You answered it very well! I have a follow-up on that. Um, you know, certain resources tend to get a lot of attention, and we’ve heard from a lot of our interviewees about humpback chub, rainbow trout, brown trout, but, you know, Game and Fish, and the U.S. Fish and Wildlife Service, have a much broader mandate than specific species, especially those that are popular for, um, sport, and those that are endangered and have to be protected by law. Can you talk a little bit about, um, whether there were any other wildlife concerns and issues that you worked on or advocated for besides those iconic three?
Yeah, there were, and it was, I’ll say mostly during GCES Phase One, with some overlap into GCES Phase Two. There was more–research was a little bit more broadly distributed, looking at other species of interest, other taxa (pause) the riparian habitat and associated birds were of interest in the eighties, early nineties. Um (pause) the, the uh, we really don’t have many endangered birds in the canyon. We went through a period in the, uh, late eighties, early nineties when bald eagle, uh, became winter residents at Nankoweap Creek. I don’t know if you’ve heard about that story.
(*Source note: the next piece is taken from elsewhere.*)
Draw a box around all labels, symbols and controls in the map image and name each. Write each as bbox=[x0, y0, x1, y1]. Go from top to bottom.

They were feeding on, of all things, rainbow trout (laughter) that were running up Nankoweap Creek to spawn. And also during that time period, it was pre-Record of Decision flows, so flows tended to fluctuate quite a bit, especially in the winter. So rainbow trout would get caught in these stranding pools, right at the mouth of Nankoweap Creek, and the bald eagles would fly in, find this wonderful rainbow trout buffet, and hang around for a good part of the winter. I can’t remember if there was a dozen, two dozen. They were there for quite a few years when the rainbow trout kind of disappeared from Nankoweap Creek, the bald eagles left too. But there was some interest in those. We’ve, we also had some peregrine falcon researchers. For a few years in the canyon we had a herpetologist, trying to help catalog what was down there, and learn a little bit more about some of the life histories of the, of the herp–of the snakes and lizards down there and how they maybe interacted with campers. If you haven’t talked to Larry Stevens, I think he can give you a pretty good history of some of that.
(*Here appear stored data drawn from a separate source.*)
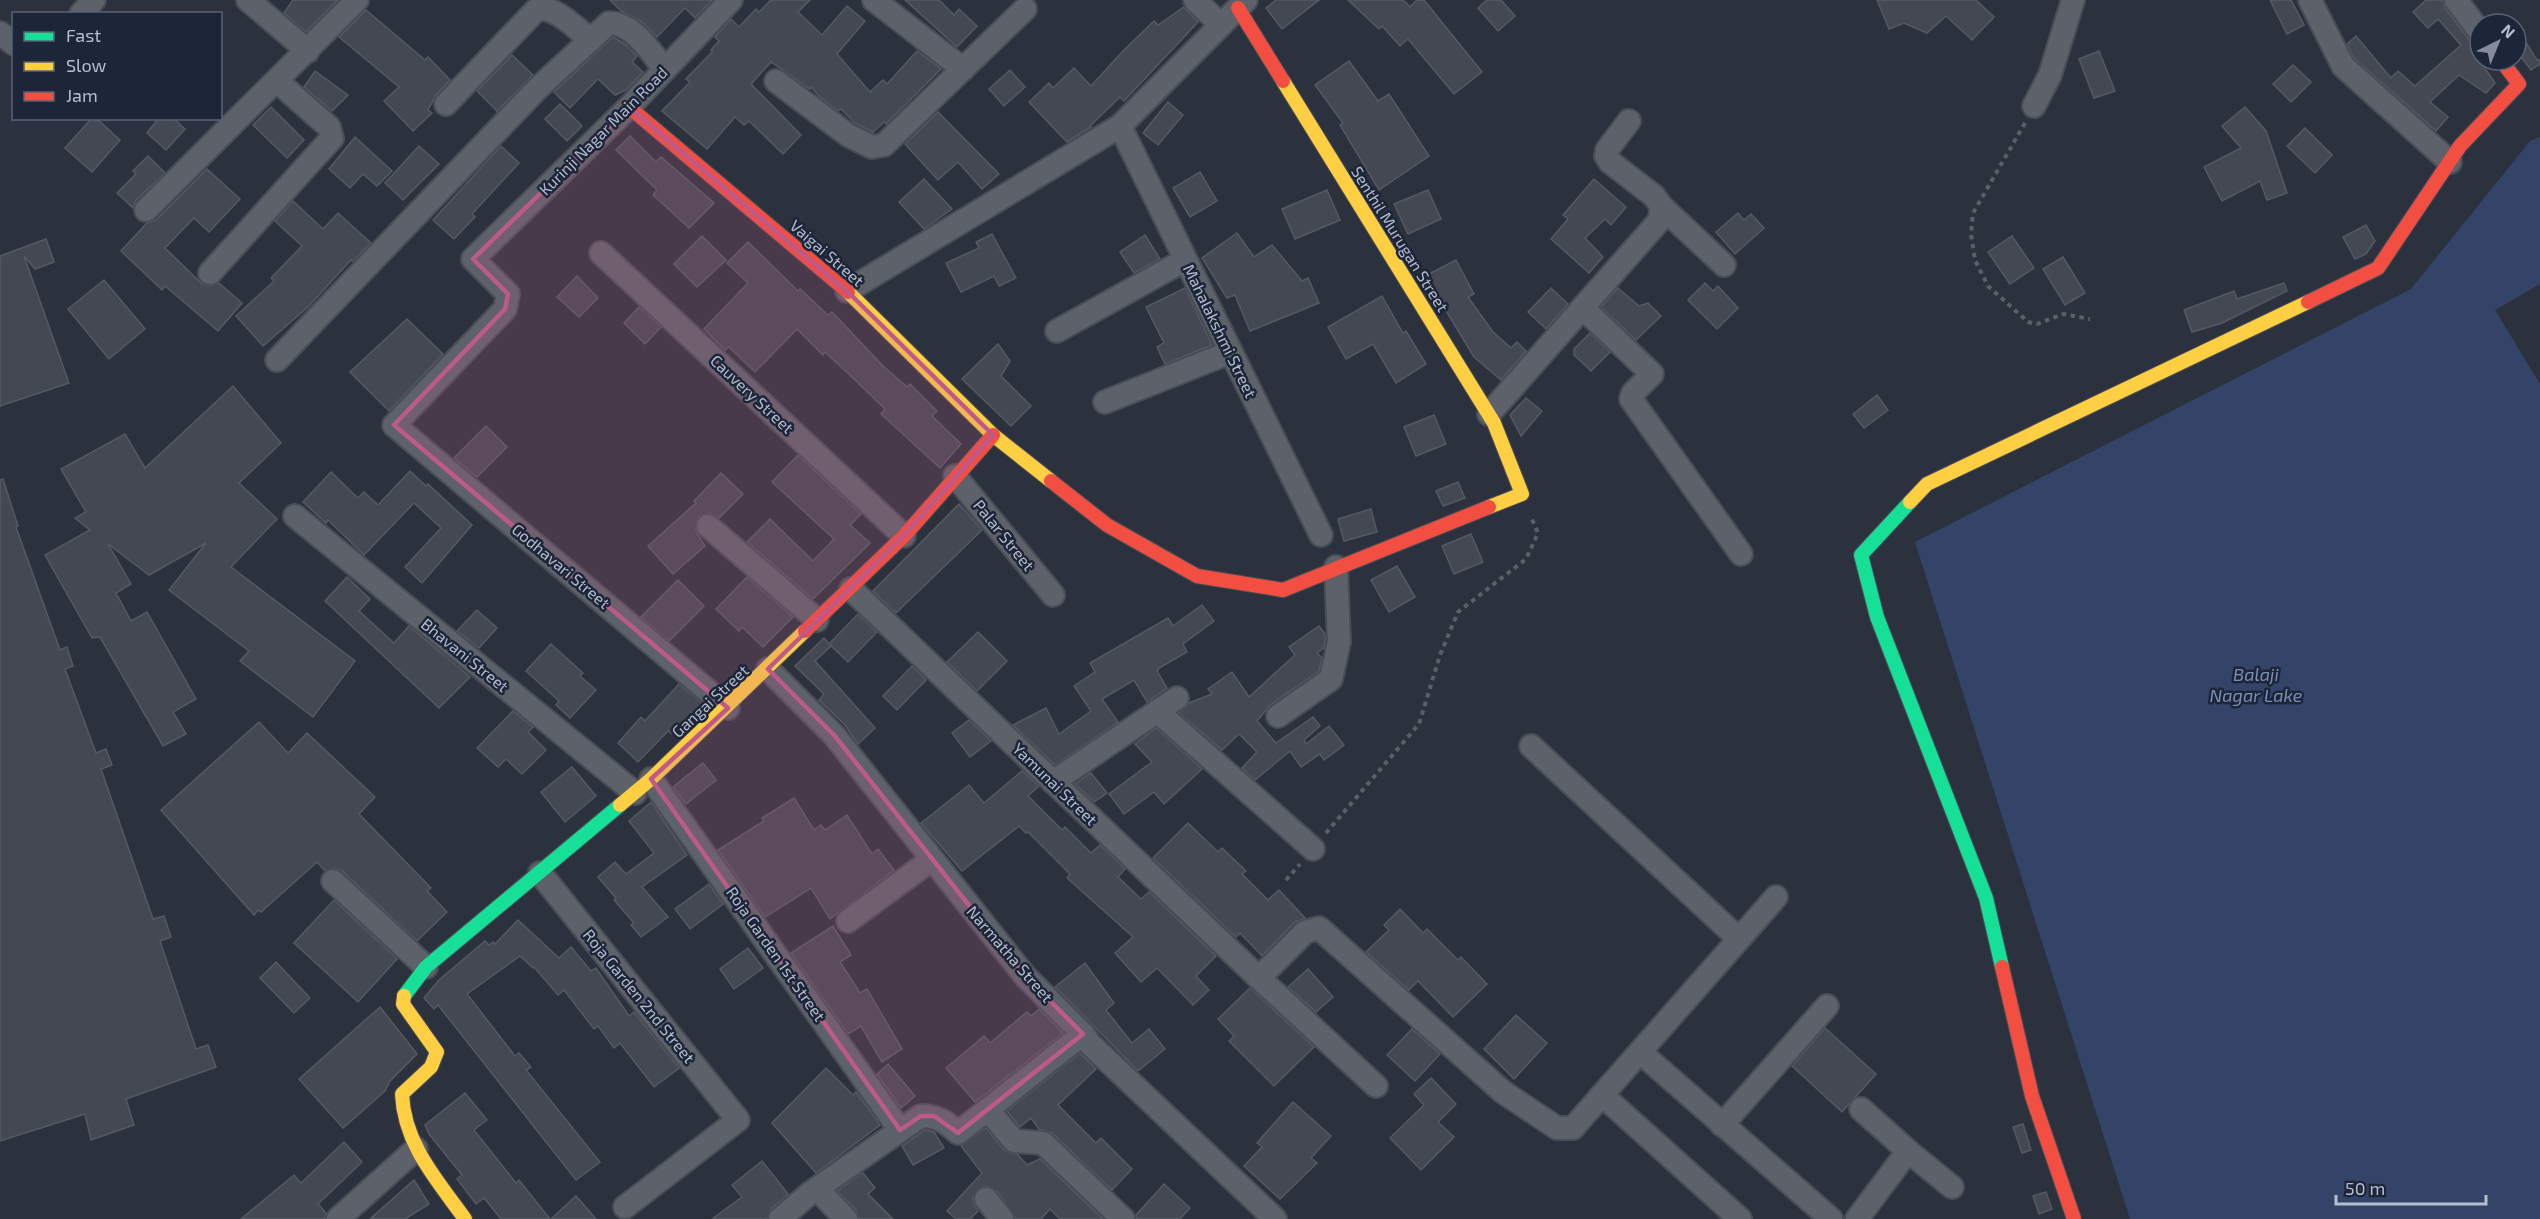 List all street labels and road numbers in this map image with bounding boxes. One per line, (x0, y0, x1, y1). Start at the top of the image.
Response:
street label: Kurinji Nagar Main Road (535, 63, 671, 199)
street label: Senthil Murugan Street (1348, 163, 1453, 315)
street label: Vaigai Street (786, 215, 868, 290)
street label: Mahalakshmi Street (1180, 261, 1261, 401)
street label: Cauvery Street (707, 350, 798, 437)
street label: Palar Street (970, 495, 1039, 574)
street label: Godhavari Street (508, 519, 614, 612)
street label: Bhavani Street (418, 614, 513, 696)
street label: Gangai Street (667, 660, 752, 741)
street label: Yamunai Street (1009, 739, 1102, 829)
street label: Roja Garden 1st Street (722, 883, 830, 1025)
street label: Narmatha Street (963, 902, 1057, 1006)
street label: Roja Garden 2nd Street (579, 925, 699, 1067)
Larry was our first interview.
Ah, good. (Laughter.) He’s the old man of the river.
He certainly is.
I’m trying to think of what else. Um (pause) oh gosh, I know some, there were some university projects out of U of A [University of Arizona] and ASU [Arizona State University] looking at snakes, both in the mainstem Colorado River and in the Little Colorado River. Um (pause) you know the condor story, I’m sure.
Um (pause; brief static sound) those are the ones I can think of off the top of my head, but, yeah, there was an interest, but, uh, there was little funding, and unless they were a primary resource of concern as identified by the AMWG and the Secretary of the Interior, they sort of disappeared off our radar screen. No, no funding.
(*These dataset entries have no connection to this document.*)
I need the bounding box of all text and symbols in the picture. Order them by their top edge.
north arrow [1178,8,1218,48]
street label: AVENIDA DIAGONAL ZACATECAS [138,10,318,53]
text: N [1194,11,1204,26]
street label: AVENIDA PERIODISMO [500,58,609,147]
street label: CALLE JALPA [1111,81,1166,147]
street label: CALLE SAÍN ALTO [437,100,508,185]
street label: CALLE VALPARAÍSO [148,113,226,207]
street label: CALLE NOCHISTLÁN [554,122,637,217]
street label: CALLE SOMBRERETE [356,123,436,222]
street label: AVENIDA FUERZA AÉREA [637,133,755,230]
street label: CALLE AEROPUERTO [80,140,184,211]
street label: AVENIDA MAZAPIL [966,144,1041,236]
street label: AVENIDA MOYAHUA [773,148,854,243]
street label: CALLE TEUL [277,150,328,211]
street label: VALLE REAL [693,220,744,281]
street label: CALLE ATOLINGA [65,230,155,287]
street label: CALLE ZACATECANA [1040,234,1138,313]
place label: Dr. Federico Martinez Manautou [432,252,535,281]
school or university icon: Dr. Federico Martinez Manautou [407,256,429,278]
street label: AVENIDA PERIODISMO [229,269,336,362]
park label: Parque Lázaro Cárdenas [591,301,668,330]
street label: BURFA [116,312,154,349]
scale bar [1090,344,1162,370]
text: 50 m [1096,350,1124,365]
Well, that goes to explain some of the reason why, um, in most of the documents and all of our interviews, there’s just a limited number of resources of concern that people talk about, that people say have been the focus of the program. And I’ve always wondered a little bit why that is, and you’ve just given us a bit of an explanation. If there’s no legal, um, requirement to focus on it, such as with the Endangered Species Act or the National Historic Preservation Act. And if there’s no money, then it doesn’t get the research and it doesn’t get the attention in the management situation, is that–?
I think that’s pretty fair. Um–
Is that frustrating to you? (Pause.) Or do you think that’s appropriate, in a program like this?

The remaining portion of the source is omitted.